I am a landowner and frequently let people hunt my property, however, I will NOT sign up for something like this where I do not know the individuals. Like a lot of farmers I do not want nor trust strangers on my land.


----------



## Wild Turkey

Ill say this.
I dont think farmers should get $$ for crop damage by hogs.
If the farmer wants to combat the hogs then he can find someone he trusts to destroy the problem. Or do it himself.
The origin of the hog problem began on a farm or multiples of farms where they escaped and became feral.


----------



## holton27596

hogs have down in south ga since the 1500s when the spaniards came, they are nothing new here.


----------



## holton27596

I am against govt bailouts for ANYONE, farmers, banks, auto industries, anybody!!!


----------



## joey1919

Brooks Family Farm said:


> I've been corresponding with the DNR about the Program and what I thought were some "glitches" in the process. They say over 15,000 hunters have signed up and less than 10 Farmers/Landowners. Because of this lack of participation, they've had to severely limit the number of hunter contacts they have sent to these 10 good citizens.
> I'm sure that when the 2015 State Budget rolls around, the same Farmers/Landowners who refused help will come begging for millions in compensation for losses and damage caused by hogs.
> A good idea is once again wrecked by human nature and the pursuit of $$$$$$



can't say I blame them one bit.


----------



## fireman401

Haven't heard of any checks paid out for crop damage nor any programs for such.  Crop insurance doesn't cover it either.  So the "rather have a check than a hunter" is not valid.  Mostly the reasons stated above.  Bad experiences with some hunters, therefore not too willing to participate in the program.


----------



## tmullins

Well I kill them for eating my deer corn.  You know how much corn cost these days !!


----------



## Garnto88

Farmers are always fussing about too many deer, too many hogs, too many this, too much that. You ask them about hunting and they start stuttering and act like you are speaking a foreign language.


----------



## mhall11B34

I have a wonderful working relationship the farmer i get my Hay from.  His entire property is bordered by a thick wood line.  He has a deer and hog problem and lets me hunt there all i want.  I have areas i am allowed to hunt in and areas that are off limits.  It takes simple and honest open communication.


----------



## PappyHoel

holton27596 said:


> I am a landowner and frequently let people hunt my property, however, I will NOT sign up for something like this where I do not know the individuals. Like a lot of farmers I do not want nor trust strangers on my land.
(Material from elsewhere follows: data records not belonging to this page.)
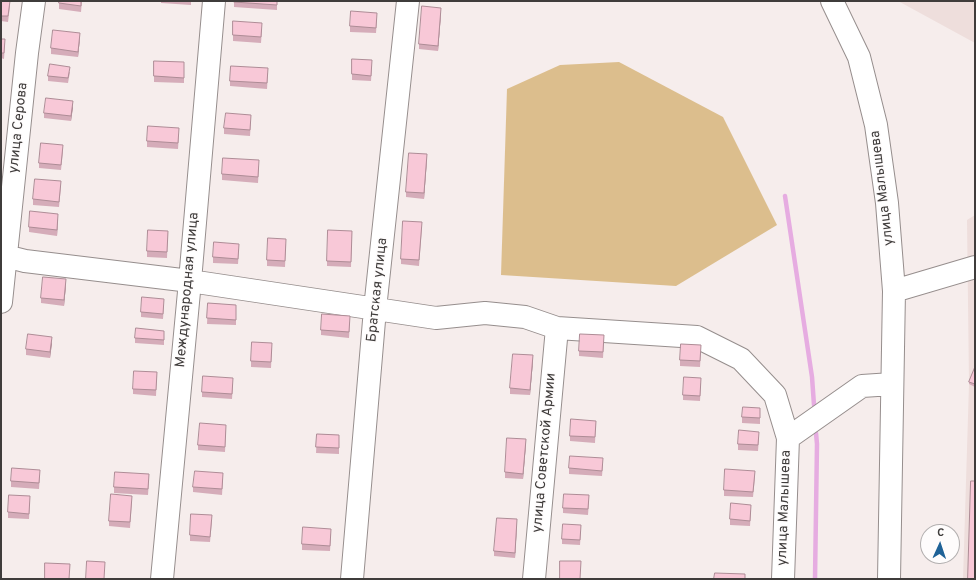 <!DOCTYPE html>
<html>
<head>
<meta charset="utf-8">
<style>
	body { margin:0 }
	#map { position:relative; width:976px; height:580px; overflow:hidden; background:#f6edec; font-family:Overpass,sans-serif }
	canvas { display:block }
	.frame { position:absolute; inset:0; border:2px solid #3f3c3b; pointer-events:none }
	.north { position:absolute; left:920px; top:524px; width:40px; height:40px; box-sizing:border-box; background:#fefcfc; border:1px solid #b2afaf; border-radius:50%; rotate:3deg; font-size:11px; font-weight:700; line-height:16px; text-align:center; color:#3f3c3b }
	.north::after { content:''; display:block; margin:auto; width:14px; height:18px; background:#1f6297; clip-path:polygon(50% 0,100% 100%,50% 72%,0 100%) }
</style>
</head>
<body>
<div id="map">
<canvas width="976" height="580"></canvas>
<div class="frame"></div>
<div class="north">С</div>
</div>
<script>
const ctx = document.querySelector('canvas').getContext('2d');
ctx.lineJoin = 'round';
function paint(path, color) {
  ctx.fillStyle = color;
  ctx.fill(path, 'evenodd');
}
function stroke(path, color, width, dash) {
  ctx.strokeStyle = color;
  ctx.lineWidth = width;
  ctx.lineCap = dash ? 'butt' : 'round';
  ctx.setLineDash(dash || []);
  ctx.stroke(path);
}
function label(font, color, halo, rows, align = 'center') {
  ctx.font = font + ' Overpass,sans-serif';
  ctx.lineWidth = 3;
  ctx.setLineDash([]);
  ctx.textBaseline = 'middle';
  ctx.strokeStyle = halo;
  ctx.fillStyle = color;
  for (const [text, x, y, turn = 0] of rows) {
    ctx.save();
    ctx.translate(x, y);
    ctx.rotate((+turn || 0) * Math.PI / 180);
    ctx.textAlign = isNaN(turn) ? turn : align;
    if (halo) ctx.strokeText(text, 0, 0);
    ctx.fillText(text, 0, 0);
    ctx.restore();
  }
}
paint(new Path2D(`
	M898,1H975V43Z
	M975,215V579H963L969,384L967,220Z`), '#eededc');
paint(new Path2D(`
	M619,62L723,117L777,225L676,286L501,275L507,89L560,65Z`), '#dcbe8d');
stroke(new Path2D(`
	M785,196L812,377L814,405
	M815,579L817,444L816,433`), '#e6ace1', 4.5);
const minor = new Path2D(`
	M832,1L859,57L876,125L887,203L894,291L889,579
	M1,255L25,261L190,281L436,318L485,313L525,317L557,328L697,337L741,359L775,395L788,438
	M894,291L975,267
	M1,302L27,53L34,1
	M162,579L190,281L214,1
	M352,579L375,309L408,1
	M534,579L557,328
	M783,579L788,438L862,386L892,384`);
stroke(minor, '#968e8d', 24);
stroke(minor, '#fff', 22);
paint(new Path2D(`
	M1,1L10,6L8,22L1,21Z
	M59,1H82L81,12L59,9Z
	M161,1H191V5L161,3Z
	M234,1H277V10L234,7Z
	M441,14L438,51L419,49V44Z
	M377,19L376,33L350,32V26Z
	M262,29L261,43L233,41V35Z
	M80,38L78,57L51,54V48Z
	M1,39L5,44L4,59L1,58Z
	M184,62V83L154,82V76Z
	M372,66L371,81L352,80V74Z
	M70,72L68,83L48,81V76Z
	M268,73L267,89L230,86V81Z
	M73,107L71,121L44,118V113Z
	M251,121L250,136L224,134V128Z
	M179,134L178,149L147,147V141Z
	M63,151L61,170L39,168V163Z
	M427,159L424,199L406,197V192Z
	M259,166L258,183L222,180V174Z
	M61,186L59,207L33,205V199Z
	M58,219L57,236L29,232V227Z
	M422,227L419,266L401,264V259Z
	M168,231L167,258L147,257V251Z
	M352,231L351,267L327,266V261Z
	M286,244L285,267L267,266V260Z
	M239,249L238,264L213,263V257Z
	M66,285L64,306L41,303V298Z
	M208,303L236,305V325L207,324Z
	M164,305L163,319L141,317V312Z
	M350,322L349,338L321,335V330Z
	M164,336V345L135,343V338Z
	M604,341L603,358L579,356V351Z
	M52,343L50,358L26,355V349Z
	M272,348L271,368L251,367V361Z
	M701,351L700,367L680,366V360Z
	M533,361L530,395L510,394V388Z
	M975,367V387L969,384V382Z
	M157,372L156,396L133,394V389Z
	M701,383L700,401L683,400V395Z
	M233,384L232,399L202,397V392Z
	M760,414V424L742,423V417Z
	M596,421L595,443L570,441V436Z
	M226,430L225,452L198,450V445Z
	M317,434L339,435V454L316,453Z
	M759,437L758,451L738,450V444Z
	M526,444L523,479L505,478V472Z
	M603,464L602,476L569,474V468Z
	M40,475L39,489L11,487V481Z
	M755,477L753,497L724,496V490Z
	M223,479L222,495L193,492V487Z
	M149,480L148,495L114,493V487Z
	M132,501L130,528L109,526V521Z
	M589,501L588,515L563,513V508Z
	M30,502L29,519L8,518V512Z
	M751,510L750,526L730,525V519Z
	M212,521L210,542L190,541V535Z
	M517,525L515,558L494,556V551Z
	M581,531L580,545L562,544V539Z
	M331,534L330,551L302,550V544Z`), '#d5acb9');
paint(new Path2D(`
	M441,8V14L438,51V46Z
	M80,33V38L78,57V52Z
	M73,101V107L71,121V116Z
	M427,154V159L424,199V193Z
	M58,214V219L57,236V230Z
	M66,279V285L64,306V300Z
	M52,337V343L50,358V352Z
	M533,355V361L530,395V390Z
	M526,439V444L523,479V474Z
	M517,519V525L515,558V553Z`), '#ae8c96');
const building = new Path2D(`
	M1,1H10L8,16H1Z
	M59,1H81V6L59,3Z
	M234,1H277V5L234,2Z
	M422,6L441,8L438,46L419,44Z
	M351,11L377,13L376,28L350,26Z
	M233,21L262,23L261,37L233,35Z
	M53,30L80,33L78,52L51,48Z
	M1,39H5L4,53H1Z
	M352,59L372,60L371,76L352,74Z
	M154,61L184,62V78L154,76Z
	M50,64L70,67L68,78L48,76Z
	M231,66L268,68L267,83L230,81Z
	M46,98L73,101L71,116L44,113Z
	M226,113L251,115L250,130L224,128Z
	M148,126L179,128L178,143L147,141Z
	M41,143L63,145L61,165L39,163Z
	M409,153L427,154L424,193L406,192Z
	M223,158L259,160L258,177L222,174Z
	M35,179L61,181L59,202L33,199Z
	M30,211L58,214L57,230L29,227Z
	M403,221L422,222L419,260L401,259Z
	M148,230L168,231L167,252L147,251Z
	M328,230L352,231L351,262L327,261Z
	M268,238L286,239L285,261L267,260Z
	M214,242L239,244L238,259L213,257Z
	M43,277L66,279L64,300L41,298Z
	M142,297L164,299L163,314L141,312Z
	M208,303L236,305V320L207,318Z
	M322,314L350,316L349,332L321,330Z
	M136,328L164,331V340L135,338Z
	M28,334L52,337L50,352L26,349Z
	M580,334L604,335L603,352L579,351Z
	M252,342L272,343L271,362L251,361Z
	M681,344L701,345L700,361L680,360Z
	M513,354L533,355L530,390L510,388Z
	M975,367V384L969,382Z
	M134,371L157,372L156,390L133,389Z
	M203,376L233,378L232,394L202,392Z
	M684,377L701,378L700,396L683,395Z
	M743,407L760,408V418L742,417Z
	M571,419L596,421L595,437L570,436Z
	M200,423L226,425L225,447L198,445Z
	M739,430L759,432L758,445L738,444Z
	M317,434L339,435V448L316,447Z
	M507,438L526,439L523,474L505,472Z
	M570,456L603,458L602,471L569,468Z
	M12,468L40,470L39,483L11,481Z
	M725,469L755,471L753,492L724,490Z
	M195,471L223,473L222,489L193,487Z
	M115,472L149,474L148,489L114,487Z
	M971,481H975V579H968Z
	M111,494L132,496L130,522L109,521Z
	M564,494L589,495L588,509L563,508Z
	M9,495L30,496L29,514L8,512Z
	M731,503L751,505L750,521L730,519Z
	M191,514L212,515L210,537L190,535Z
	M497,518L517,519L515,553L494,551Z
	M563,524L581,525L580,540L562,539Z
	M303,527L331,529L330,546L302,544Z
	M87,561L105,562L104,579H86Z
	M560,561H581L580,579H560Z
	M45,563L70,564L69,579H45Z
	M715,573L745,574V579H714Z`);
paint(building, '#f8c8d7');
stroke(building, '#ae8c96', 1);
label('14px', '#3f3c3b', '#fefcfc', [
	["улица Серова",19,128,-84],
	["улица Малышева",883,188,-97],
	["Международная улица",188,290,-85],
	["Братская улица",378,290,-84],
	["улица Советской Армии",545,453,-85],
	["улица Малышева",785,508,-88]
]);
</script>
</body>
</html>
I would like to get to know you better so I can come hunt.  PM me


----------



## 660griz

Was this originally a DNR initiative or did farmers request it?


----------



## Uptonongood

As others have said, with the way a fair number of hunters behave I wouldn't open my land up to strangers, no way.  I would try to make contact with a local hunting club, set up my rules of behavior and access and then let them control the animals.  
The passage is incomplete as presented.